Shelby - Here's where they were built

October 1, 2012

All 1968 Shelbys were built on Ford's Meutchen, New Jersey Assembly line. The semi completed cars were sent to Ionia, Michigan for conversion to 1968 Shelbys.

Ionia is small town in central Michigan. It is approximately 130 miles northwest of Dearborn.

This map shows various sites around Ionia related to Shelby production. Let's take a look around.

This building was used by Shelby Engineers. It was a former Buick dealership and later the Knights of Columbus Hall.

These grain elevators near the rail road tracks are still visible today. Rail cars with semi-complete Shelbys arrive from the New Jersey Assembly plant. There were fifteen Mustangs on each rail car.

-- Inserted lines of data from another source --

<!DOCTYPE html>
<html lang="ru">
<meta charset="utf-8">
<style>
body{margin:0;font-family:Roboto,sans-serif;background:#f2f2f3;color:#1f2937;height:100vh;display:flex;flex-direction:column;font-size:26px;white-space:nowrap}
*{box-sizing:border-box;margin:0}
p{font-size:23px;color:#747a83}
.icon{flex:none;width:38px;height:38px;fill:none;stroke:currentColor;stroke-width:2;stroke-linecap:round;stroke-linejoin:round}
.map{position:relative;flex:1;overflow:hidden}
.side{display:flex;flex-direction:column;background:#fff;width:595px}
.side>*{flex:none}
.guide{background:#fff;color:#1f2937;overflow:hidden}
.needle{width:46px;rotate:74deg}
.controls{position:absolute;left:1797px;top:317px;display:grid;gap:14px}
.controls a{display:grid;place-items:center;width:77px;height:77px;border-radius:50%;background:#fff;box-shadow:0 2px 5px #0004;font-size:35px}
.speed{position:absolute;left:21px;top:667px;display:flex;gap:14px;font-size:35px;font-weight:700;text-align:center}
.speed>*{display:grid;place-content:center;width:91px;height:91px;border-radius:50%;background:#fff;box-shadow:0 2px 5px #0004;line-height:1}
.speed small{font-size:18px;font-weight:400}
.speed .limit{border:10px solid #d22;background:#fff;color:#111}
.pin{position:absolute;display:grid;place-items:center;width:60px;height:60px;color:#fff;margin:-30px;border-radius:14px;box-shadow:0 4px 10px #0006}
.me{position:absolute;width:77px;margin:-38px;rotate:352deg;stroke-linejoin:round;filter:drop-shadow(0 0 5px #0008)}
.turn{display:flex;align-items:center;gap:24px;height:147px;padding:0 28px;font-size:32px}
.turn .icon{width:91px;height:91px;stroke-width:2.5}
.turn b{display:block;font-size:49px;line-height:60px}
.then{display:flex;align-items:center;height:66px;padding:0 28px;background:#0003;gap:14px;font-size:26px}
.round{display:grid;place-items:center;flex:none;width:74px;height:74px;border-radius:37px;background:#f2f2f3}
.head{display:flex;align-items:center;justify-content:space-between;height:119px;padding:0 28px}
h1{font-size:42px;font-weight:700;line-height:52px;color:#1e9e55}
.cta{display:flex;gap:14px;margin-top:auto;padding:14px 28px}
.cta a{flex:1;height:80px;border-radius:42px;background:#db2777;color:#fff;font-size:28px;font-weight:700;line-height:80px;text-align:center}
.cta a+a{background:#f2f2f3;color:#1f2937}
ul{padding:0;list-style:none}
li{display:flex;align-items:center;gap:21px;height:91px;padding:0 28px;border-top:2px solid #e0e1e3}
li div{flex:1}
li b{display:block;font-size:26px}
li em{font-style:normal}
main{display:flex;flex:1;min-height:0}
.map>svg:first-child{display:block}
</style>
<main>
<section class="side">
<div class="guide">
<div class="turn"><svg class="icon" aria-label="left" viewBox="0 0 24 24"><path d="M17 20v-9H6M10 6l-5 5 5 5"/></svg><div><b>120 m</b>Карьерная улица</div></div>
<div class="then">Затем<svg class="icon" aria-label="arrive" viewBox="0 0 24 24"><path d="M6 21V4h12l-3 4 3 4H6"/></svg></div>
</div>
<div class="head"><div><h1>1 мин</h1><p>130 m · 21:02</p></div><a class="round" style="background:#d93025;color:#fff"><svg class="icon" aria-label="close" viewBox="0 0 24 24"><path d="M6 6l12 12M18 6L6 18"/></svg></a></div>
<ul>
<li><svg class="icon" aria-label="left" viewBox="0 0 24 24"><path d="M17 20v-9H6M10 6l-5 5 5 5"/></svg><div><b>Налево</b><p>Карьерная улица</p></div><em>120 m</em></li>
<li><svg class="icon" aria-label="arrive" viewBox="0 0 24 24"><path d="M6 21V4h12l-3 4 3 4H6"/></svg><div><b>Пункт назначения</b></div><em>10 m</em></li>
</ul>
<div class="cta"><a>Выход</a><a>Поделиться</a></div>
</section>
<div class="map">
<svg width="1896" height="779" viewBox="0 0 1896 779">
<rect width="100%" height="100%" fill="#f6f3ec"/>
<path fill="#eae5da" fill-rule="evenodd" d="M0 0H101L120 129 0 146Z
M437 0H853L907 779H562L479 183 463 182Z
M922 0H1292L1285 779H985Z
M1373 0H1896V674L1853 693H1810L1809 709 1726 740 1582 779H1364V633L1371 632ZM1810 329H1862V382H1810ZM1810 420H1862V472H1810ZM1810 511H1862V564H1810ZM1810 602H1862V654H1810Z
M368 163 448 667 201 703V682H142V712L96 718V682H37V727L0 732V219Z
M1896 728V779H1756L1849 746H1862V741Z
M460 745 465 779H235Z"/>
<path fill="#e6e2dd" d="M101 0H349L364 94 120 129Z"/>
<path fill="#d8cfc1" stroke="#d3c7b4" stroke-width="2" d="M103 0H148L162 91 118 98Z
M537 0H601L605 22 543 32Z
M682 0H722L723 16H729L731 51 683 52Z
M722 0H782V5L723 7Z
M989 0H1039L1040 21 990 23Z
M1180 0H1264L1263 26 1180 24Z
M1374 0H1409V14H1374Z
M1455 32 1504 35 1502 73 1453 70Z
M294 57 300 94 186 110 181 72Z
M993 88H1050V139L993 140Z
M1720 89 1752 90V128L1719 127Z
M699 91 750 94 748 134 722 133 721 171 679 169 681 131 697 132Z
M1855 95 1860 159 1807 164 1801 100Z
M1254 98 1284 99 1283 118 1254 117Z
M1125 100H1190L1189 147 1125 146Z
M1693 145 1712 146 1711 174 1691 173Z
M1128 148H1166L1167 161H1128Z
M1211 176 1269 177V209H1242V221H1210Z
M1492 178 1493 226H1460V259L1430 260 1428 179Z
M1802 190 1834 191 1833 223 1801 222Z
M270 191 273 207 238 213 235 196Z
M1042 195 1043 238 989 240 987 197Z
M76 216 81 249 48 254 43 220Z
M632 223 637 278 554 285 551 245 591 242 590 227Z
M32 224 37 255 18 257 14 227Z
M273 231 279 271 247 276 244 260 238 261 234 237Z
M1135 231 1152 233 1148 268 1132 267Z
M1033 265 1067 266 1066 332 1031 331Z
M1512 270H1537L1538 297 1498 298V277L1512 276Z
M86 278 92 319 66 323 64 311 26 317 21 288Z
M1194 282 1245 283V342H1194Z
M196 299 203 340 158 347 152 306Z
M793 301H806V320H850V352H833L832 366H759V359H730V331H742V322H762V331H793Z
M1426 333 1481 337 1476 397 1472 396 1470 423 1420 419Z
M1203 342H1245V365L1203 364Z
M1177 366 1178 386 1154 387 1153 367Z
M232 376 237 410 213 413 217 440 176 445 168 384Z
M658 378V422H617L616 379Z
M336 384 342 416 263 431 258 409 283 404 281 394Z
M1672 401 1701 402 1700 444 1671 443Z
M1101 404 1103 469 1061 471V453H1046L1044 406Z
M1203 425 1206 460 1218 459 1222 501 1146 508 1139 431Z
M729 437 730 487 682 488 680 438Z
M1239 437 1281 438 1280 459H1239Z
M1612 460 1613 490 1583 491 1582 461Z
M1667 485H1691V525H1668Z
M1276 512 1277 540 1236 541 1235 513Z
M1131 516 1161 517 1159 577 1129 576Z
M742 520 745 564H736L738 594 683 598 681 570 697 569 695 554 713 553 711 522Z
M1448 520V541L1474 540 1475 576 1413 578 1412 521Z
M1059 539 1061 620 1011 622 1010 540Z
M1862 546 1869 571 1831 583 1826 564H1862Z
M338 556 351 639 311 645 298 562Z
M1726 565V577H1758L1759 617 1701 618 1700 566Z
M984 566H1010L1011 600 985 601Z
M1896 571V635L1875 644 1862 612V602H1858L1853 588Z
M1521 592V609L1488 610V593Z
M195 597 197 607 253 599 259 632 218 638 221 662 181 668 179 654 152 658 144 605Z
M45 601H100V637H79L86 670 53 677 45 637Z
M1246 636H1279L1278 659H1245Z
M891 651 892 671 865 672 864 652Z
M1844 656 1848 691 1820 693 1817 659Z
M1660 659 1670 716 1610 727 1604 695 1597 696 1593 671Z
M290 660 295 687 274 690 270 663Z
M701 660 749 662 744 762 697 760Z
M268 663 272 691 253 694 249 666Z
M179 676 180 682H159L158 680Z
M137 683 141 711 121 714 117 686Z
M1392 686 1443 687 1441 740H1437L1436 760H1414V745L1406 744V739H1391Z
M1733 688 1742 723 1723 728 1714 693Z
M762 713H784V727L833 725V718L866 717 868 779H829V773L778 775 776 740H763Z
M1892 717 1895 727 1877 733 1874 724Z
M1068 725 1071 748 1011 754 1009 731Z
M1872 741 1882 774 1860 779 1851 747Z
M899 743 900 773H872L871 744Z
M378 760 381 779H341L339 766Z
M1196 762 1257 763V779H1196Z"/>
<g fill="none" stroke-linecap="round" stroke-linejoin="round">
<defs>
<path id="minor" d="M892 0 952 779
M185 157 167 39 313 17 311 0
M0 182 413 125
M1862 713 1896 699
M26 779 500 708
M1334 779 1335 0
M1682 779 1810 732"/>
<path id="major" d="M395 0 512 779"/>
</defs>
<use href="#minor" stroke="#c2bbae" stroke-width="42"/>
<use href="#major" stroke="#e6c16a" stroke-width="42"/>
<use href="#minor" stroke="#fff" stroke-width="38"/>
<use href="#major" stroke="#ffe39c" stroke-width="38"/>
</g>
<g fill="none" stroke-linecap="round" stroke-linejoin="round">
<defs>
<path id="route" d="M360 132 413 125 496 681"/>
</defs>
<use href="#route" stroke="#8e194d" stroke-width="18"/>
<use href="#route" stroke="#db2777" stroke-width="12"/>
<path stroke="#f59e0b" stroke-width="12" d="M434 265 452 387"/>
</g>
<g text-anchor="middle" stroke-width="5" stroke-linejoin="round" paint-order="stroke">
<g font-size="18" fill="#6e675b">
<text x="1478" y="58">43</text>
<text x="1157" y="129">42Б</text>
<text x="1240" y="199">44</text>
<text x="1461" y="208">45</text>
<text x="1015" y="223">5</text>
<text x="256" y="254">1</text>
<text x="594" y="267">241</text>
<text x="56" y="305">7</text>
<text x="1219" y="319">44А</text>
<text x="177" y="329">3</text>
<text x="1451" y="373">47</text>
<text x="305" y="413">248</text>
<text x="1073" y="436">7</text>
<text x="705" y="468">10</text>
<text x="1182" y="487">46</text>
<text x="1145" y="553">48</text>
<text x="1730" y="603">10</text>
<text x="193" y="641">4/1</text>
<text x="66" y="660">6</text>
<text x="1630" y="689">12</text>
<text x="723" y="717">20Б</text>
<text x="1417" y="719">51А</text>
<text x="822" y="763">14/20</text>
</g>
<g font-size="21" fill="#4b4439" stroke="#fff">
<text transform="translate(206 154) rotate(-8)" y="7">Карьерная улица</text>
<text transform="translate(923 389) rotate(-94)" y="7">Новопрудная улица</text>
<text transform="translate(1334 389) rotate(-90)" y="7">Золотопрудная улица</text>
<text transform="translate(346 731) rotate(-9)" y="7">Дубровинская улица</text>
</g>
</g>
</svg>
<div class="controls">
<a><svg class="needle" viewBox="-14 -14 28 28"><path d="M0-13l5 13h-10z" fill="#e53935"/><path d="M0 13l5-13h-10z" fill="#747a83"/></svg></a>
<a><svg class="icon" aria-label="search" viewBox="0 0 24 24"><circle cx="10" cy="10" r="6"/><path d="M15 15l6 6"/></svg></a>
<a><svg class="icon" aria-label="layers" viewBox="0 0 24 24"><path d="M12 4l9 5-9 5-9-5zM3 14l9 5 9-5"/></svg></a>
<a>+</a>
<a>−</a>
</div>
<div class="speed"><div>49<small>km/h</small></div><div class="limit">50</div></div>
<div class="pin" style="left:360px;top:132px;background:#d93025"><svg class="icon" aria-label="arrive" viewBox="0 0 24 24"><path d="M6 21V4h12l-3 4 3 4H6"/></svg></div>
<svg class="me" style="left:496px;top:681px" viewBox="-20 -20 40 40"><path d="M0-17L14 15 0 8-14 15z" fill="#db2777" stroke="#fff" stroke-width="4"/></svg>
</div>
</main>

The actual assembly plant is now gone. It was comprised of two buildings. They were simply called Building "A" and Building "B". The company had a rich history dating back to the turn of the century. They started making carriges, furniture and later automotive products. It was Smith's work with fiberglass/plastics that helped attract Shelby.

This is one of the last remaining bricks from the AO Smith buildings. It was sent to me by my friend, Ken Ferguson, a former assembly line worker.

The storage lots adjacent to the plant once kept hundreds of brand new 1968 Shelbys.

Just south of town is the Ionia Airport. Shelby used the airport for occasional test runs. Later, they would also store cars here.

In late 1969, Smith decided dealing with Ford and Shelby was too much. They declined the offer to produce the new models. While many people believe Shelby pulled the plug, it was actually Smith. The remaining 1969 Models were shipped 85 miles to Kar Kraft in Brighton, Michigan. They were updated to "1970" specifications and the program was shut down.